The Unemployment Rate Plummets. Should We Just Cancel The Election, Already?!?

Go ahead amateur pundits and professional ObamaHaters©, pick these numbers apart.
For most people, the 8.3 percent unemployment rate is the most visible sign of the economy’s health. The rate’s every movement is closely watched, especially in an election year.

But when the rate declines, it’s not always because many more people were hired. The unemployment rate can rise or fall even when no jobs are created or lost.

Last month, the rate fell because jobs were added. But that hasn’t always been the case in the 2½ years since the Great Recession ended. One reason for the rate’s decline is that fewer people are looking for work.

Here’s why:

The unemployment rate counts only people who don’t have a job and are looking for one. Once you stop looking, you’re no longer considered unemployed.

In January, the number of people either working or looking for work — who collectively form the labor force — rose. That’s an encouraging sign. It suggests that more of the unemployed were optimistic about finding a job.

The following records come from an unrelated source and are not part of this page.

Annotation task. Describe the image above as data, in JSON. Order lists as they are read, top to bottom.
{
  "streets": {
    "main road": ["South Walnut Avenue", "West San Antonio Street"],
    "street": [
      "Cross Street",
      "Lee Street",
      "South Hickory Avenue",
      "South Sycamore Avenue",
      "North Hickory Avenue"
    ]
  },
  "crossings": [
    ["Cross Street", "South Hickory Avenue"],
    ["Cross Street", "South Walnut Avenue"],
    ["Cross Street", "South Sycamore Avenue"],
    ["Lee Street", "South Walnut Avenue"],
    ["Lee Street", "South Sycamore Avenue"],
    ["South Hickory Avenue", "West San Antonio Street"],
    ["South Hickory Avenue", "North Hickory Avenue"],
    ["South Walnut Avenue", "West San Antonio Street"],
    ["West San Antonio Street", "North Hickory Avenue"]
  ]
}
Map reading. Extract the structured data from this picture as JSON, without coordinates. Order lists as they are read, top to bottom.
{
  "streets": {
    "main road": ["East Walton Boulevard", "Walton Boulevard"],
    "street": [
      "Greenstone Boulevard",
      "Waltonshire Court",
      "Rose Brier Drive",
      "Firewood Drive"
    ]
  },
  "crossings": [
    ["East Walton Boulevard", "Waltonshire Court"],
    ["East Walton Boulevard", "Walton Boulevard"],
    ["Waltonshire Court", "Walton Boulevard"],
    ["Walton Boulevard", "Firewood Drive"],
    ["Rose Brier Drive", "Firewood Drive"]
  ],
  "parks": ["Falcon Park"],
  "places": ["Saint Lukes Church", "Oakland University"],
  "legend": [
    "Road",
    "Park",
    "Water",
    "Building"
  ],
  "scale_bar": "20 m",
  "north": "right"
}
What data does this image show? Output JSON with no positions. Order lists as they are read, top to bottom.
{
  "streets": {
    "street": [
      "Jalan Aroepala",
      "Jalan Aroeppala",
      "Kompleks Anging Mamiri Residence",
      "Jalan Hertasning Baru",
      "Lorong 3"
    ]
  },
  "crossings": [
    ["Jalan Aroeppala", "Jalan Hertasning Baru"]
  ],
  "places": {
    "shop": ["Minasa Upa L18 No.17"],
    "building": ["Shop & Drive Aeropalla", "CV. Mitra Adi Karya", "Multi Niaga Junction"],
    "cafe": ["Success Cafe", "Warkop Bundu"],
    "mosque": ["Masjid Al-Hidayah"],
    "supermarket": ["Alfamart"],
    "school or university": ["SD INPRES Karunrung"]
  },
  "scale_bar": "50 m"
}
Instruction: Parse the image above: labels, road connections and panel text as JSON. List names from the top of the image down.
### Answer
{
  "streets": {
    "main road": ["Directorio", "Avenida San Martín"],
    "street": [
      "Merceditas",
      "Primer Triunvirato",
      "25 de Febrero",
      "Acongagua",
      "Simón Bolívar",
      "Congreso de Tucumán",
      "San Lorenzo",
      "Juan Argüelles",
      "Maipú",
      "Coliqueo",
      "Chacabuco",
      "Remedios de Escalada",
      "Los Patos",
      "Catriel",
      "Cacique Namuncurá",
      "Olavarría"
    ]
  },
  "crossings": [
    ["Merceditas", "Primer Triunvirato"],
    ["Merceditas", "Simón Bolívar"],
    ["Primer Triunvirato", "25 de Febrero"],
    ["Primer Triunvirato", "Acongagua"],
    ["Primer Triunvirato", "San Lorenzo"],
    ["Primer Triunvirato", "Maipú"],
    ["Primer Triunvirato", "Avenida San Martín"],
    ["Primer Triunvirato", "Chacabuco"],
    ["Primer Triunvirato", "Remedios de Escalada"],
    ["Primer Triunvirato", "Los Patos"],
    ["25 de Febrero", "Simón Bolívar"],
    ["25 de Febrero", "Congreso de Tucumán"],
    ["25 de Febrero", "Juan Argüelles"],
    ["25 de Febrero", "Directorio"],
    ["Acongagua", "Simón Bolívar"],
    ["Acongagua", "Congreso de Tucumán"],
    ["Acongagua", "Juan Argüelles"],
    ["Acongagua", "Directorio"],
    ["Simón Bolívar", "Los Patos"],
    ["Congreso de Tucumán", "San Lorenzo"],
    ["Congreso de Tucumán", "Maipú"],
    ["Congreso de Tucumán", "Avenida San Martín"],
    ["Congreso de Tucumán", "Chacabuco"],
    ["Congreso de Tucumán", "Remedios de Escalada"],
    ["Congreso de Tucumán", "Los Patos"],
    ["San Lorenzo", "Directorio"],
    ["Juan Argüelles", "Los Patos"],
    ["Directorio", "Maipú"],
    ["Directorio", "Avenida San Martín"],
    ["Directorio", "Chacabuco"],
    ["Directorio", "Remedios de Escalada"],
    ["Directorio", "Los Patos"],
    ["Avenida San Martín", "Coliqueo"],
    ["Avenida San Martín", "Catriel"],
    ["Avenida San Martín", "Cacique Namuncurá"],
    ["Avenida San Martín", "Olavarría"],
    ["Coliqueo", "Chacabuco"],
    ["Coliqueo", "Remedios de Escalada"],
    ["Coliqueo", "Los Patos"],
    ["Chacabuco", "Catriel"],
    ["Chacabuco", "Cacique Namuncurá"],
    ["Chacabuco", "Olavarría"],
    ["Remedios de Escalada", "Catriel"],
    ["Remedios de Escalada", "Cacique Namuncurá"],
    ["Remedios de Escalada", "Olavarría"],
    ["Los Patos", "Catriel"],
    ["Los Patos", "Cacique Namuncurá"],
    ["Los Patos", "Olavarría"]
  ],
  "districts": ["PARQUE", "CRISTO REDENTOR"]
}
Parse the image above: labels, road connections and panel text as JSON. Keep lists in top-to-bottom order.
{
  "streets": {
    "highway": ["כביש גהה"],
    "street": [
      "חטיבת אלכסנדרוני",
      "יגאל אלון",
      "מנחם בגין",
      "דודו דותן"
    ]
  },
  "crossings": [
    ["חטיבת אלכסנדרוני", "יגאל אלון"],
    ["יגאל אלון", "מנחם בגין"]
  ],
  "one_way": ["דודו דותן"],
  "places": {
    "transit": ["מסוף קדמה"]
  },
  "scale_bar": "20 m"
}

The situation has shifted over the past year. The labor force has grown. But it hasn’t grown as fast as the overall population. The result: The proportion of the population either working or seeking work has fallen from 64.2 percent to 63.7 percent. That’s known as the labor force participation rate.

That drop is a big reason why the unemployment rate has declined in the past year.

The government tracks unemployed people who have given up looking for work in the past year. It calculates that if they were still job-hunting, but hadn’t found work, the unemployment rate would have been 8.9 percent last month.

That figure is much higher than the unemployment rate of 8.3 percent. But like the unemployment rate, it’s dropped sharply over the past year.
Yes, there's always a story behind the stats, and yes, the unemployment rate looks better than it actually is for all the aforementioned reasons.

That said, it's not like the criteria for measuring unemployment has somehow been modified by the Obama Administration. Not counting folks who stopped looking has always been the case. And regardless of what the unemployment rate is, the overall trend is clear. We've had almost 2 years of private sector job growth. There were 257,000 such jobs created in January, across a multitude of industries. The comeback is real, and it looks likely to be sustained, even as people return to Monster.com.

Watching GOP haters try and discredit these numbers has been both hilarious and disgusting, sorta like an episode of Mob Wives. They've claimed Obama's cooking the numbers (the BLS is independent and full of career statisticians). They've claimed the economy is still worse under Obama than it was under Bush (on which planet?). I even heard some ingrate suggest we're seeing job growth because the GOP controlled House prevented Obama from doing anything all last year. Yep, folks are getting desperate.

How hard is it to just give the man some credit? If you blame him when things are going bad, the decent thing to do is give him props when things are better.

But that would be too much like right.

Question: What do these numbers mean for the prospects of Obama and Romney come November?